--- Provided information Enclosed Below ---
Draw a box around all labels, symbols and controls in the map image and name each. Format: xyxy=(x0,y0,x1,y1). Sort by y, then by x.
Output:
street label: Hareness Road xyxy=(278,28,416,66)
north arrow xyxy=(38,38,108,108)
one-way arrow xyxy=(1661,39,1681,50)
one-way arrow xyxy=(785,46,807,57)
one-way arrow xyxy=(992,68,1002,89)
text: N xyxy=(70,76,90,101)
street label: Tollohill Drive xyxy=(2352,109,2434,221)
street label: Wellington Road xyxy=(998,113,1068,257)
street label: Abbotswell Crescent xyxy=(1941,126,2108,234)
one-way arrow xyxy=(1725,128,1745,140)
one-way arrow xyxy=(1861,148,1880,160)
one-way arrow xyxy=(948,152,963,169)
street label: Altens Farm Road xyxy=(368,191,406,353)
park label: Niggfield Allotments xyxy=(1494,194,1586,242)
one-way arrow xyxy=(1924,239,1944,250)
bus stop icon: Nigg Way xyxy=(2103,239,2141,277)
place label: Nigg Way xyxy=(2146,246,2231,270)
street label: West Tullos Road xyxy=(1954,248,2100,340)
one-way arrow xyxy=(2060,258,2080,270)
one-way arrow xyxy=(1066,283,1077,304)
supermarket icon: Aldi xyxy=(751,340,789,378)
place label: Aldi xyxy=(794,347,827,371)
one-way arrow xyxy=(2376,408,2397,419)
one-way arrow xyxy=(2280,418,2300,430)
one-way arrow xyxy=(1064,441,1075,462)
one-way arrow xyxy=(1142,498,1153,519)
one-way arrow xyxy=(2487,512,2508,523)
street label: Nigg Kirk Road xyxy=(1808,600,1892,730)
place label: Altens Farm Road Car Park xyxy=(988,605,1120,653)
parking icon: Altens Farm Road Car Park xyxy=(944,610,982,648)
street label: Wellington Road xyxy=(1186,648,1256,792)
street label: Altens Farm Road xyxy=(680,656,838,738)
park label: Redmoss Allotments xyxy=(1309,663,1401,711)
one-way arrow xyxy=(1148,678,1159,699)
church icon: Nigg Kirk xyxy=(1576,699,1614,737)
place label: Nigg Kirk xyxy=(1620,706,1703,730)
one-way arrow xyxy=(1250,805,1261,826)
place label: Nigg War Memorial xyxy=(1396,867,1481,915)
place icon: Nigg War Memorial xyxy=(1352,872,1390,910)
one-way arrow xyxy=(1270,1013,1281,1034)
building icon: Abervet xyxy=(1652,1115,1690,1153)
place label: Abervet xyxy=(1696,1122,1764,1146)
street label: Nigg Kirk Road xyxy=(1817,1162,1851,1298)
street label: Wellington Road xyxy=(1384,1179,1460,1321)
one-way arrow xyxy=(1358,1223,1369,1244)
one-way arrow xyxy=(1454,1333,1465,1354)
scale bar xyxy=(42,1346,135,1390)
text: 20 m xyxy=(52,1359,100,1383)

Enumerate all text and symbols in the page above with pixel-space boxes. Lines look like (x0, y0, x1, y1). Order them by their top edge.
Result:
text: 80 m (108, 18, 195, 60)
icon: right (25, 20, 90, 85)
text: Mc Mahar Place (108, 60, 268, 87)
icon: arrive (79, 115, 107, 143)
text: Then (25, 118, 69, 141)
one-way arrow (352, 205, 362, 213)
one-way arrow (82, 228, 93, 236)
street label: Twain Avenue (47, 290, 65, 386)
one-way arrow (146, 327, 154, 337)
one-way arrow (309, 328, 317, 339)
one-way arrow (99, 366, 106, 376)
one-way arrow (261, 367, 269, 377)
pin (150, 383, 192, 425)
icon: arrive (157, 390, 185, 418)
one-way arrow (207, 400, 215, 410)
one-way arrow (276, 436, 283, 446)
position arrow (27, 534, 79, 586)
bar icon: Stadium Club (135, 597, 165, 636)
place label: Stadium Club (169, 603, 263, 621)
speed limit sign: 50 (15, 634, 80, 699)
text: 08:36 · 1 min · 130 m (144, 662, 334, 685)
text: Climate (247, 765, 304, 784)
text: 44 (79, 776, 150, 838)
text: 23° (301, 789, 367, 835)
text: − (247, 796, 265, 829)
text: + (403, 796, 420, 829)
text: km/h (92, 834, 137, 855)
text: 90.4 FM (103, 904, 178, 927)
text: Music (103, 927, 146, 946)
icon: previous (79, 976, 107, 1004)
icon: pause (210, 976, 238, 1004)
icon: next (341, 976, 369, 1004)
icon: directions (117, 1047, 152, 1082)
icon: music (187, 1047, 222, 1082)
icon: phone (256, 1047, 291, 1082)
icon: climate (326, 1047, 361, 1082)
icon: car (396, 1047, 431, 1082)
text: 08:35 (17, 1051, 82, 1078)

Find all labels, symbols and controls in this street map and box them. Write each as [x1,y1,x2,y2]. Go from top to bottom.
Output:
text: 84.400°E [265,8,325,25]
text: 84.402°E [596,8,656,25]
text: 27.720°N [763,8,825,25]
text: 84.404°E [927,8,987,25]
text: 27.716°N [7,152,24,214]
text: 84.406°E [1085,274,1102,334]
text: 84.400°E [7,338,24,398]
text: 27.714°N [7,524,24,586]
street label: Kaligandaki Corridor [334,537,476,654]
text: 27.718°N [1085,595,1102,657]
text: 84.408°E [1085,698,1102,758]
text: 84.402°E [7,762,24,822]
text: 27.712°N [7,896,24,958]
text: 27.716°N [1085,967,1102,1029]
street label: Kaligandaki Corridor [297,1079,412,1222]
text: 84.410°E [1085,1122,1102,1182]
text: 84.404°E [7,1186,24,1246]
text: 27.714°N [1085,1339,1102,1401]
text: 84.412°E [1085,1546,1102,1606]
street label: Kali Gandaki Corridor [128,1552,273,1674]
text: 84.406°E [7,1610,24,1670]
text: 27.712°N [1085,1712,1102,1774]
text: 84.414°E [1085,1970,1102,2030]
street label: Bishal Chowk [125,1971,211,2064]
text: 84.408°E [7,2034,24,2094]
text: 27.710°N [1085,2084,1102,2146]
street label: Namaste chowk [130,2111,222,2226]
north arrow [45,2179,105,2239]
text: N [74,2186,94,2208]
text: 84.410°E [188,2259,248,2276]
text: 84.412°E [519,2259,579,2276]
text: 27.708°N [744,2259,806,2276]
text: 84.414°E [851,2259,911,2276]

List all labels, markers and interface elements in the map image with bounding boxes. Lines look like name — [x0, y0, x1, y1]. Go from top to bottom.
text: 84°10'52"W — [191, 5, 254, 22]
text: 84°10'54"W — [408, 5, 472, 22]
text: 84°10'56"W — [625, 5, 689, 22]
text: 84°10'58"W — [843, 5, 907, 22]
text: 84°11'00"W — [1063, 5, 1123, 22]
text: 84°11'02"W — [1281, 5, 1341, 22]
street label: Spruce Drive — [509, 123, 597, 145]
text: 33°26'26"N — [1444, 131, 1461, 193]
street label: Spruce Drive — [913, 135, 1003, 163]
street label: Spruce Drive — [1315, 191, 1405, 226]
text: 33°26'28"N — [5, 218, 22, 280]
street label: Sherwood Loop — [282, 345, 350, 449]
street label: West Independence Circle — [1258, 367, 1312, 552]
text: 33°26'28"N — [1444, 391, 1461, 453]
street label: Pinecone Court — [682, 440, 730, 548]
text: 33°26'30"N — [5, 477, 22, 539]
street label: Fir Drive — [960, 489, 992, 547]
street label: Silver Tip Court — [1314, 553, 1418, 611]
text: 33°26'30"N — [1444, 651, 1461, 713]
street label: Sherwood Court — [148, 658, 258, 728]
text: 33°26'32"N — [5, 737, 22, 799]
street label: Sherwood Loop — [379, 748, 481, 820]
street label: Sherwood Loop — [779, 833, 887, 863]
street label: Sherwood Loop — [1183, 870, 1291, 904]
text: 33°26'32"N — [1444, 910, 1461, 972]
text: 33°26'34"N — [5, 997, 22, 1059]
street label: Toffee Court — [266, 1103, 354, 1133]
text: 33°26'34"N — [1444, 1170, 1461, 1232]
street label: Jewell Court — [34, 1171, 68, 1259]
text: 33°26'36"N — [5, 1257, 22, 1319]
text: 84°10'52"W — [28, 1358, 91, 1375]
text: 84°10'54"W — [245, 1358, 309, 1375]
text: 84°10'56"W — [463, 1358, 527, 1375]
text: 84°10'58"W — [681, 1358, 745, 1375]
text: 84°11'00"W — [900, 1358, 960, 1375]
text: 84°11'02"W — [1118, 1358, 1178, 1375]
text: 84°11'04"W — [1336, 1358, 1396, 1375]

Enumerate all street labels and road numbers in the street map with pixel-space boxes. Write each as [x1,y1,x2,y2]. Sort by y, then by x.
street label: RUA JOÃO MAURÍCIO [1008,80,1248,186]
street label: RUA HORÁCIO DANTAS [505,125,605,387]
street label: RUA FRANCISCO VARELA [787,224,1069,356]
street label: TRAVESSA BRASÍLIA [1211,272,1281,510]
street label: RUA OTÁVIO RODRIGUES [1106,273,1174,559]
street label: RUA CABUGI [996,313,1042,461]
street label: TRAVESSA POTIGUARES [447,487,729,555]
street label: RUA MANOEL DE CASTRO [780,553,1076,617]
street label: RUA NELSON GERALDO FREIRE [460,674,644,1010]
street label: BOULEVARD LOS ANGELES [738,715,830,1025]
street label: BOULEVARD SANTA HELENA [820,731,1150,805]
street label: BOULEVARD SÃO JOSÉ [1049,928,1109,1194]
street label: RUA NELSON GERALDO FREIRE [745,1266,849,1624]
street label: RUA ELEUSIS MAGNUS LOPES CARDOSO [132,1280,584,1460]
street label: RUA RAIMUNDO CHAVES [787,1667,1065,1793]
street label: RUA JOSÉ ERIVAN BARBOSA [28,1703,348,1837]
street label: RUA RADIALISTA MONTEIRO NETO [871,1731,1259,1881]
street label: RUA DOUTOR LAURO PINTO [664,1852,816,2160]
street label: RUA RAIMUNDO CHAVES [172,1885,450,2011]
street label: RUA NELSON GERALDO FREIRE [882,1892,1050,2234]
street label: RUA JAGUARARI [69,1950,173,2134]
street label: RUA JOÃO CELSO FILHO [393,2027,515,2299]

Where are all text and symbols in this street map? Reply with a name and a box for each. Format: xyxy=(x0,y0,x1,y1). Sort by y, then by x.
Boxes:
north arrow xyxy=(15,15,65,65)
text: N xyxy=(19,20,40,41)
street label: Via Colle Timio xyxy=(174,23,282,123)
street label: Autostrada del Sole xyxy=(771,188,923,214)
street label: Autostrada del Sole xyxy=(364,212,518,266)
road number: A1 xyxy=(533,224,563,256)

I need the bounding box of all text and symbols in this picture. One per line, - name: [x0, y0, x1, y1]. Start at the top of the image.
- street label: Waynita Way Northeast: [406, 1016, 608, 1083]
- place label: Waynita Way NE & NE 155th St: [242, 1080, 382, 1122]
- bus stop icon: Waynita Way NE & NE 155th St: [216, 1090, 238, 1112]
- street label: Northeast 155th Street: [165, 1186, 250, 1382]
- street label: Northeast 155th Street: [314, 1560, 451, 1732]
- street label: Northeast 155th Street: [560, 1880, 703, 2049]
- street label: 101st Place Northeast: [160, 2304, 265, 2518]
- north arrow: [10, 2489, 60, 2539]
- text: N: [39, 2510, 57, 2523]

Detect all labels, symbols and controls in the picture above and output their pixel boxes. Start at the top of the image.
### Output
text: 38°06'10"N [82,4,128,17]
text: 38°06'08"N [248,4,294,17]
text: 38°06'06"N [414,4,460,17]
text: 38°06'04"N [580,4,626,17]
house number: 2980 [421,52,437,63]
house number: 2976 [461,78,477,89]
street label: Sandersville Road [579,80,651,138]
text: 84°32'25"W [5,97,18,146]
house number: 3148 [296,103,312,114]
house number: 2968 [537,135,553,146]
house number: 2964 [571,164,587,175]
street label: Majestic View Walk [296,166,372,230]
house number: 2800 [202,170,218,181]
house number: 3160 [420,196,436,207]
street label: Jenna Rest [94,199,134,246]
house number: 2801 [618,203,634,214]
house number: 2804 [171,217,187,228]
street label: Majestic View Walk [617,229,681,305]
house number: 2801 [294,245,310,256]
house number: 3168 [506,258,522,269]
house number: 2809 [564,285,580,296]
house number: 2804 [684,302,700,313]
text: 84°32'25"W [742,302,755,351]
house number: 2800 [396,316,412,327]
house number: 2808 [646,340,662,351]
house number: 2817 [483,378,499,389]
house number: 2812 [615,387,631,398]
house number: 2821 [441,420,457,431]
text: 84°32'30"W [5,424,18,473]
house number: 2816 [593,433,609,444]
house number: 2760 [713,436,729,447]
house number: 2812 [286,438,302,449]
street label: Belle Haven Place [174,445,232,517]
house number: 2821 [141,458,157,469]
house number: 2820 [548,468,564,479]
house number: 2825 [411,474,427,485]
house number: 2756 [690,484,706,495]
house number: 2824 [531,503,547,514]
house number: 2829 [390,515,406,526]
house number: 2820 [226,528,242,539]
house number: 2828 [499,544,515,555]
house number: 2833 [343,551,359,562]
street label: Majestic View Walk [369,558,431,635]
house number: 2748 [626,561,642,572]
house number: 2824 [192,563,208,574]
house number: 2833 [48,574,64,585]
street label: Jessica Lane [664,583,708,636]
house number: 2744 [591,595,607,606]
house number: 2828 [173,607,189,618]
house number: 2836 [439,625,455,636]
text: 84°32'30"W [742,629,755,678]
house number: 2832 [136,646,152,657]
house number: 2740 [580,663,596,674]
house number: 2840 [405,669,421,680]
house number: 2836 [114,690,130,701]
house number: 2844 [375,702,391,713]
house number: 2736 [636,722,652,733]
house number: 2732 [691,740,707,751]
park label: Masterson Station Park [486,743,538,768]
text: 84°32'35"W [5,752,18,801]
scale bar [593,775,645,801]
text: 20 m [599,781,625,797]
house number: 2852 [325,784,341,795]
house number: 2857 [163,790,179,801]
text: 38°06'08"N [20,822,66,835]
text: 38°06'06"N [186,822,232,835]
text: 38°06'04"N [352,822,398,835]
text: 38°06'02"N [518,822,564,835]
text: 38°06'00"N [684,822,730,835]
--- End of Enclosed Provided information ---
*Aim of the exercise:*
Show every line from the entries above in which "Stadium" appears.

*Answer box:*
bar icon: Stadium Club (135, 597, 165, 636)
place label: Stadium Club (169, 603, 263, 621)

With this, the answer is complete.